Nous y voici. Un deuxième confinement. Une deuxième catastrophe. Après un premier confinement totalement raté. Et un déconfinement bien plus raté encore.

Il ne servirait à rien de dire que tout cela aurait pu être évité. En particulier, il ne servirait à rien, en Europe, et en particulier en France, de souligner que :

· Les administrations de la santé auraient pu tirer des leçons du premier confinement pour développer à marche forcée le recrutement et la formation des personnels soignants, pour améliorer leurs rémunérations et leurs carrières, pour équiper les hôpitaux en respirateurs, en équipements digitaux, en blouses, et tant d’autres choses.

· Les administrations de l’éducation auraient pu fournir aux enseignants et aux familles les moyens numériques, et les méthodes pédagogiques associées, qui leur font encore tant défaut, alors que, évidemment, il faudra bientôt fermer les universités et les lycées pour enseigner de nouveau à distance.

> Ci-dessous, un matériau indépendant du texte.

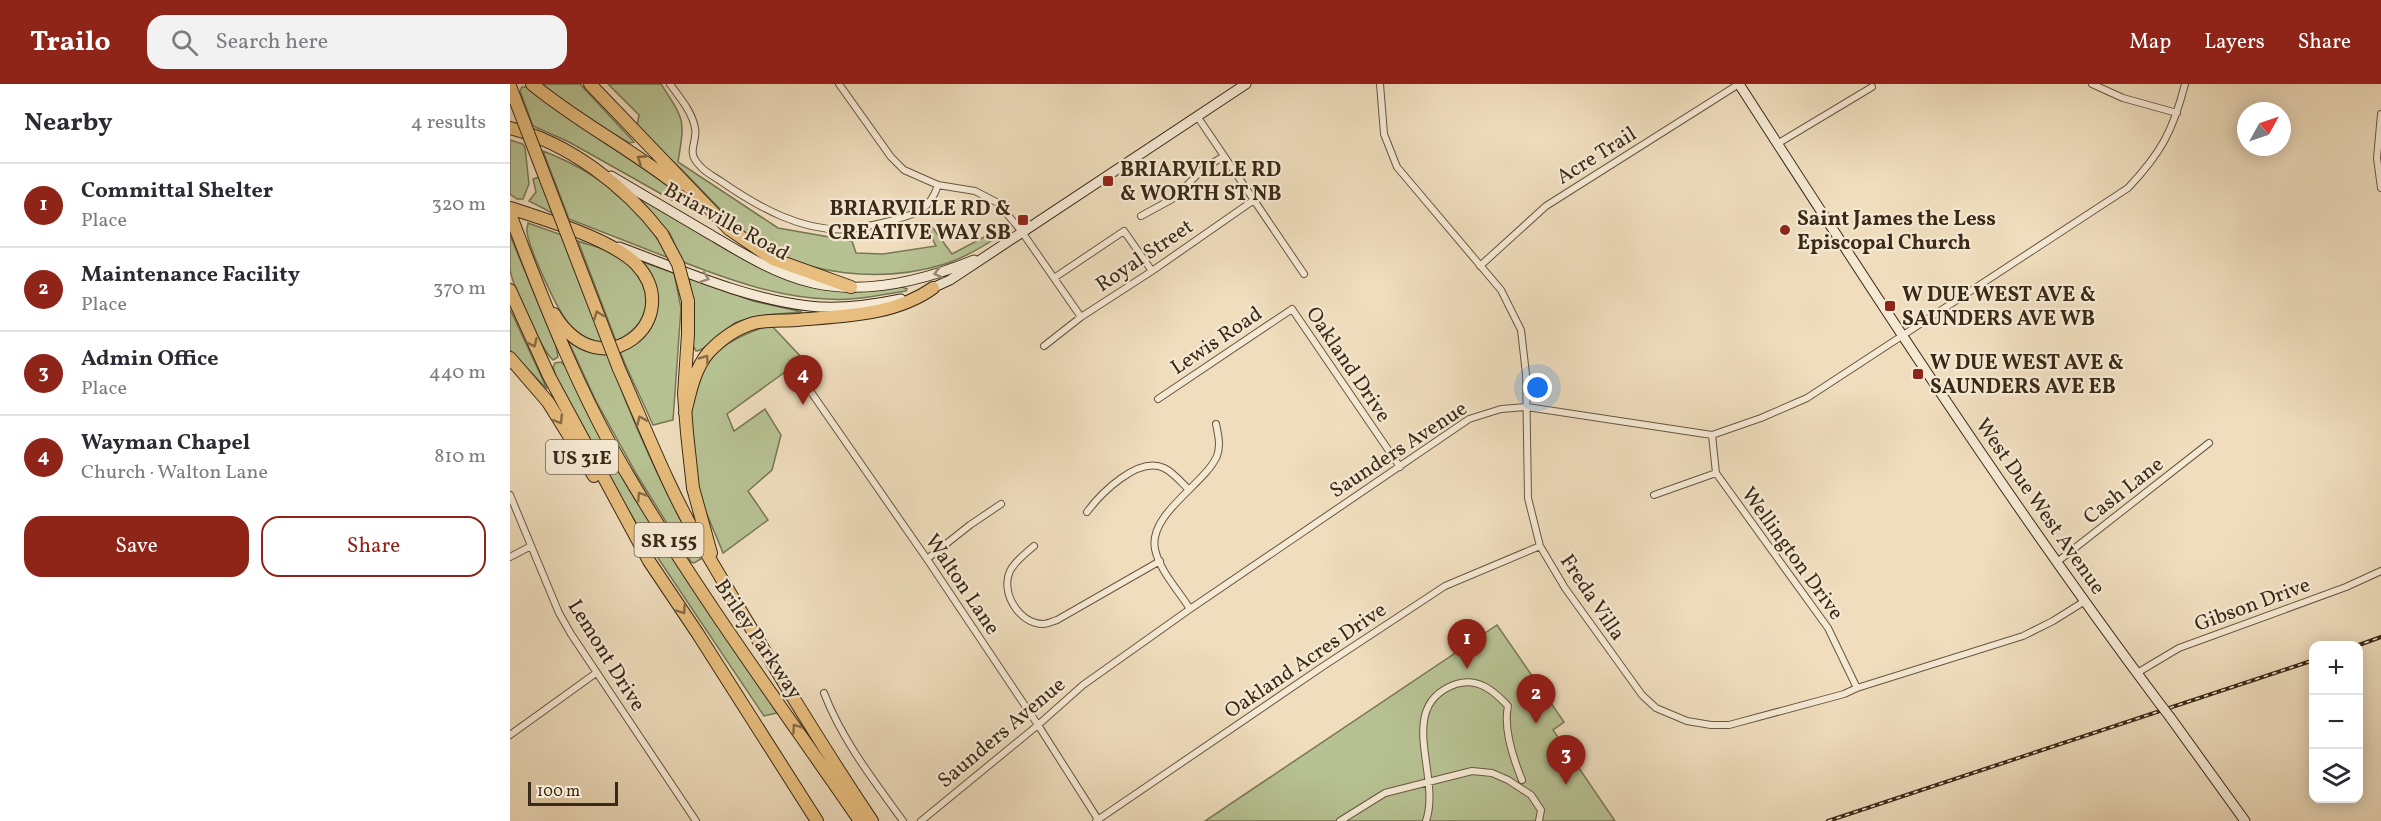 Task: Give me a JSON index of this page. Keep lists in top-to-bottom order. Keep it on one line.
{"streets":{"highway":["US 31E","SR 155","Briley Parkway"],"main road":["Briarville Road","West Due West Avenue"],"street":["Acre Trail","Royal Street","Lewis Road","Oakland Drive","Saunders Avenue","Cash Lane","Wellington Drive","Walton Lane","Freda Villa","Gibson Drive","Lemont Drive","Oakland Acres Drive"]},"crossings":[["Acre Trail","West Due West Avenue"],["Acre Trail","Freda Villa"],["Lewis Road","Oakland Drive"],["Oakland Drive","Saunders Avenue"],["Saunders Avenue","West Due West Avenue"],["Saunders Avenue","Wellington Drive"],["Saunders Avenue","Walton Lane"],["Saunders Avenue","Freda Villa"],["US 31E","SR 155"],["Cash Lane","West Due West Avenue"],["West Due West Avenue","Freda Villa"],["West Due West Avenue","Gibson Drive"],["Wellington Drive","Freda Villa"],["Walton Lane","Oakland Acres Drive"],["Freda Villa","Oakland Acres Drive"]],"places":{"transit":["BRIARVILLE RD & WORTH ST NB","BRIARVILLE RD & CREATIVE WAY SB","W DUE WEST AVE & SAUNDERS AVE WB","W DUE WEST AVE & SAUNDERS AVE EB"],"other":["Saint James the Less Episcopal Church"]},"scale_bar":"100 m","north":"top right","page":{"header":"Trailo","search":"Search here","nav":["Map","Layers","Share"],"heading":["Nearby","4 results"],"list":[{"mark":"1","name":"Committal Shelter","note":"Place","value":"320 m"},{"mark":"2","name":"Maintenance Facility","note":"Place","value":"370 m"},{"mark":"3","name":"Admin Office","note":"Place","value":"440 m"},{"mark":"4","name":"Wayman Chapel","note":"Church · Walton Lane","value":"810 m"}],"pins":["4","1","2","3"],"buttons":["Save","Share"],"map_buttons":["+","−"],"scale":"100 m"}}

· Les industriels de la santé auraient pu consacrer infiniment plus de moyens à la mise au point de tests et au développement de vaccins qui, pour l’instant, s’annoncent partout, sauf dans l’Union Européenne.

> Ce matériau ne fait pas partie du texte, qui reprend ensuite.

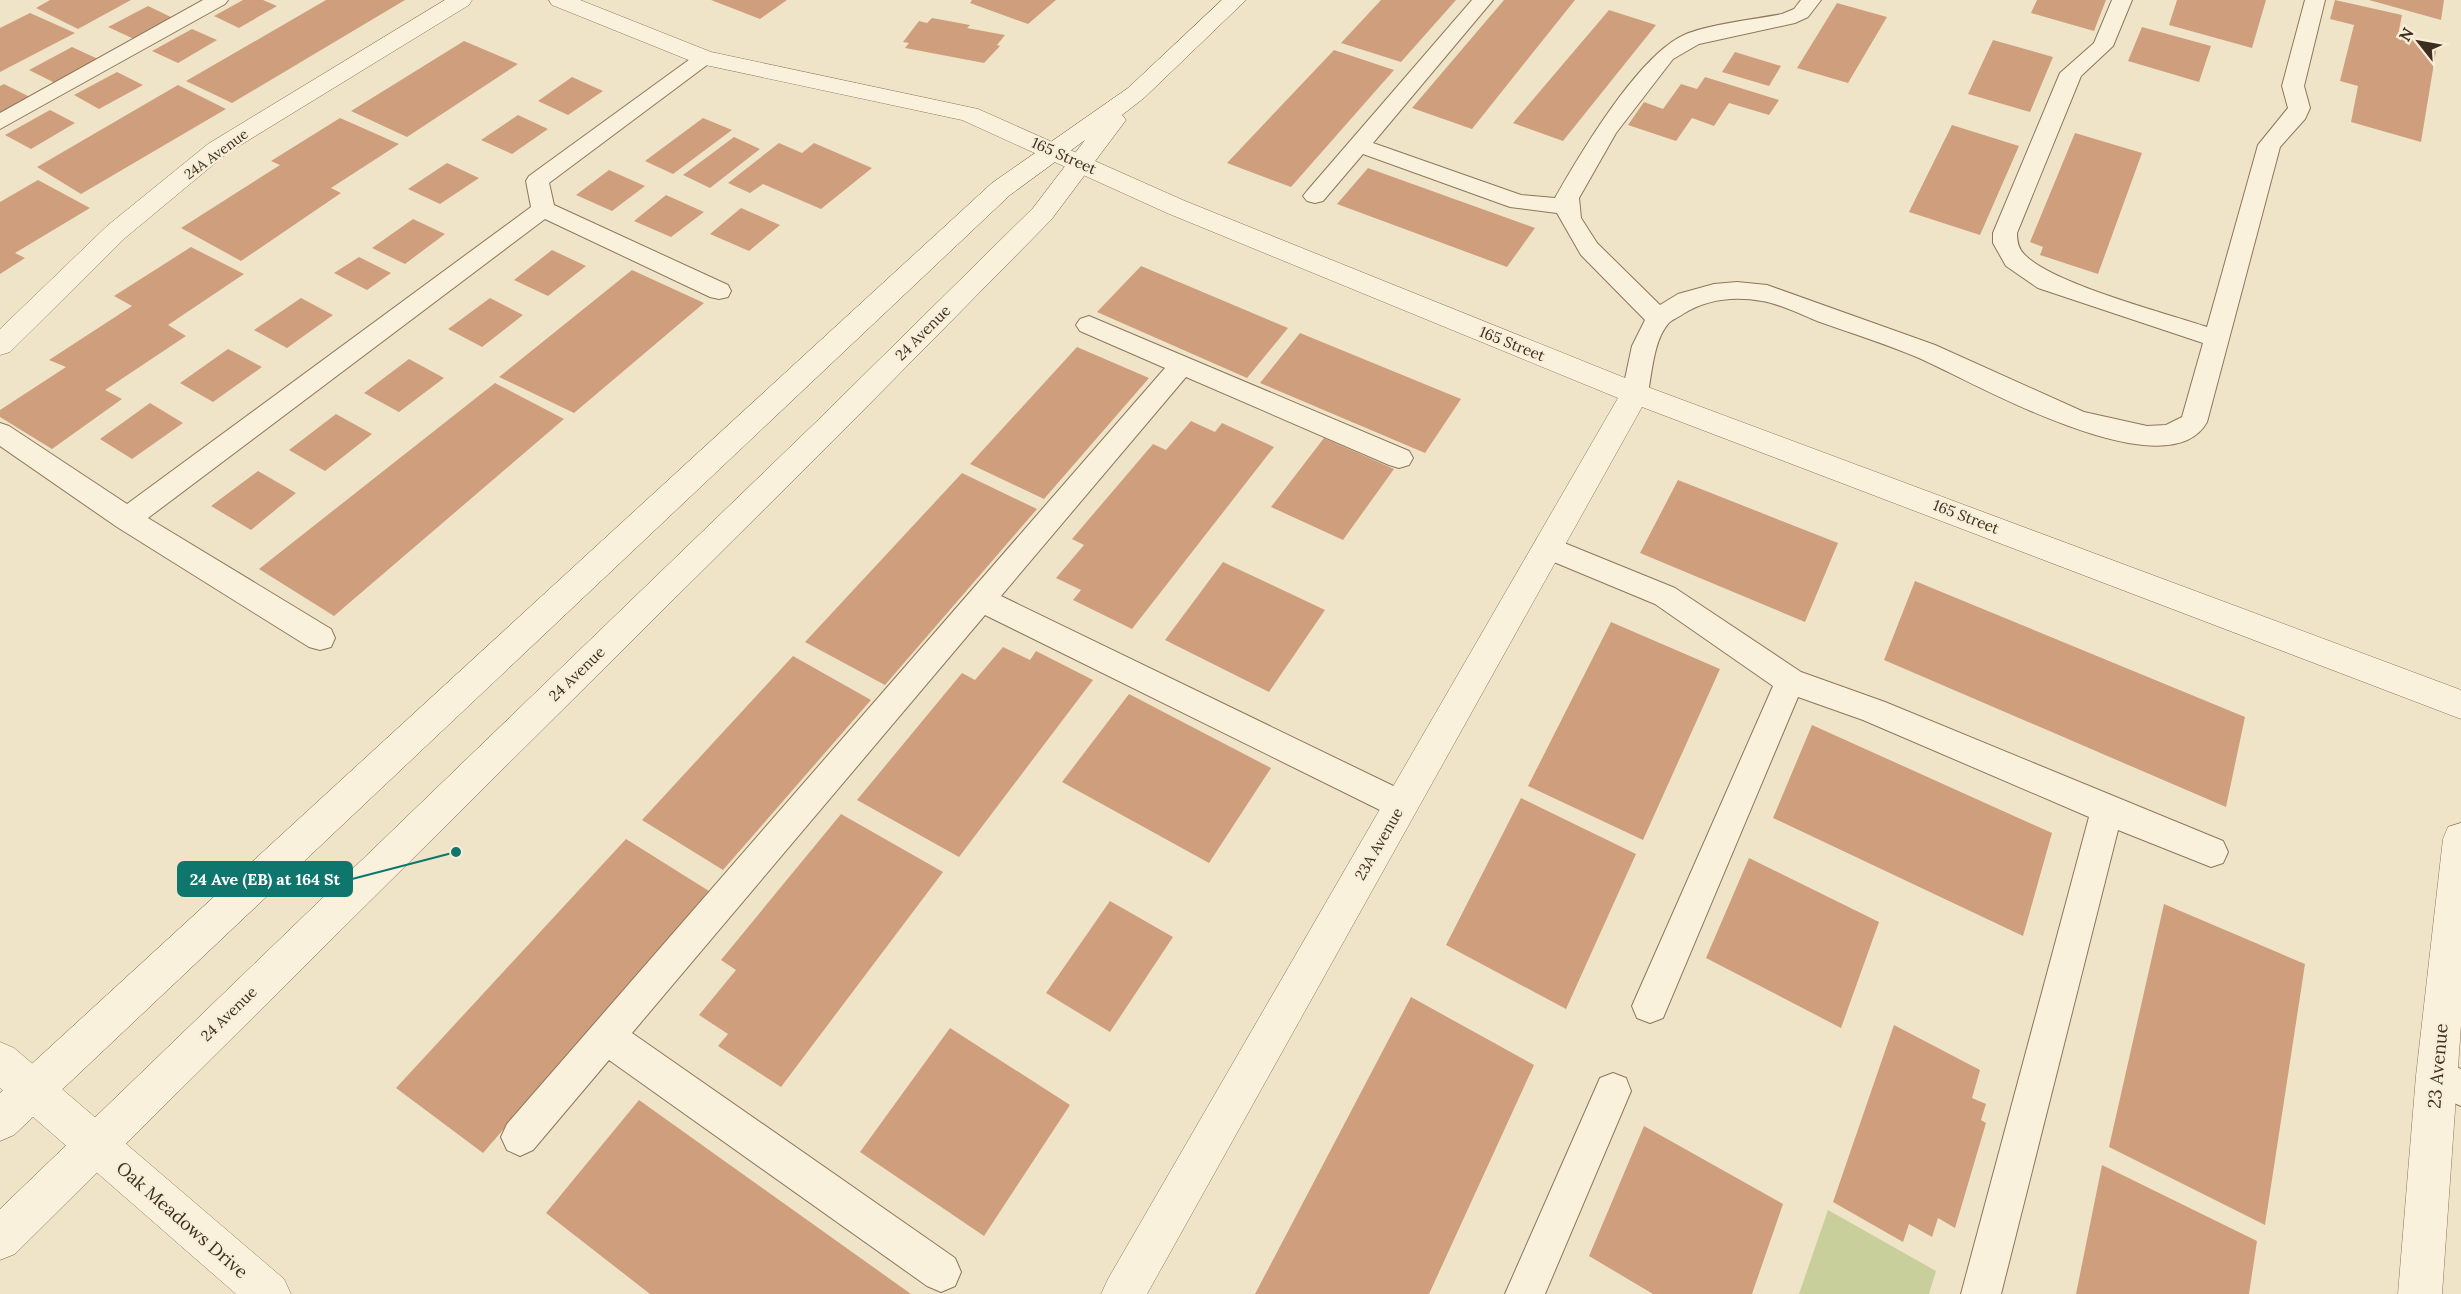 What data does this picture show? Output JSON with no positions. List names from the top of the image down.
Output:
{
  "streets": {
    "street": [
      "24A Avenue",
      "165 Street",
      "24 Avenue",
      "23A Avenue",
      "23 Avenue",
      "Oak Meadows Drive"
    ]
  },
  "crossings": [
    ["165 Street", "24 Avenue"],
    ["165 Street", "23A Avenue"],
    ["24 Avenue", "Oak Meadows Drive"]
  ],
  "places": ["24 Ave (EB) at 164 St"],
  "north": "top left"
}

· Les banquiers auraient pu utiliser tout ce temps pour préparer les nouveaux instruments financiers qui auraient été nécessaires pour sauver les commerces et les petites entreprises.

· Les médias, (et ceux dont ils ont décidé qu’ils étaient des « experts ») auraient pu s’intéresser à la façon dont la démocratie sud-coréenne a géré cette pandémie depuis décembre dernier ; au lieu d’avoir été fascinés par les soi-disant exploits d’une dictature chinoise longtemps aux abois. Toutes proportions gardées, en imitant l’une plutôt que l’autre, on aurait eu en Europe, jusqu’à aujourd’hui, 50 fois moins de morts. Et aucune récession.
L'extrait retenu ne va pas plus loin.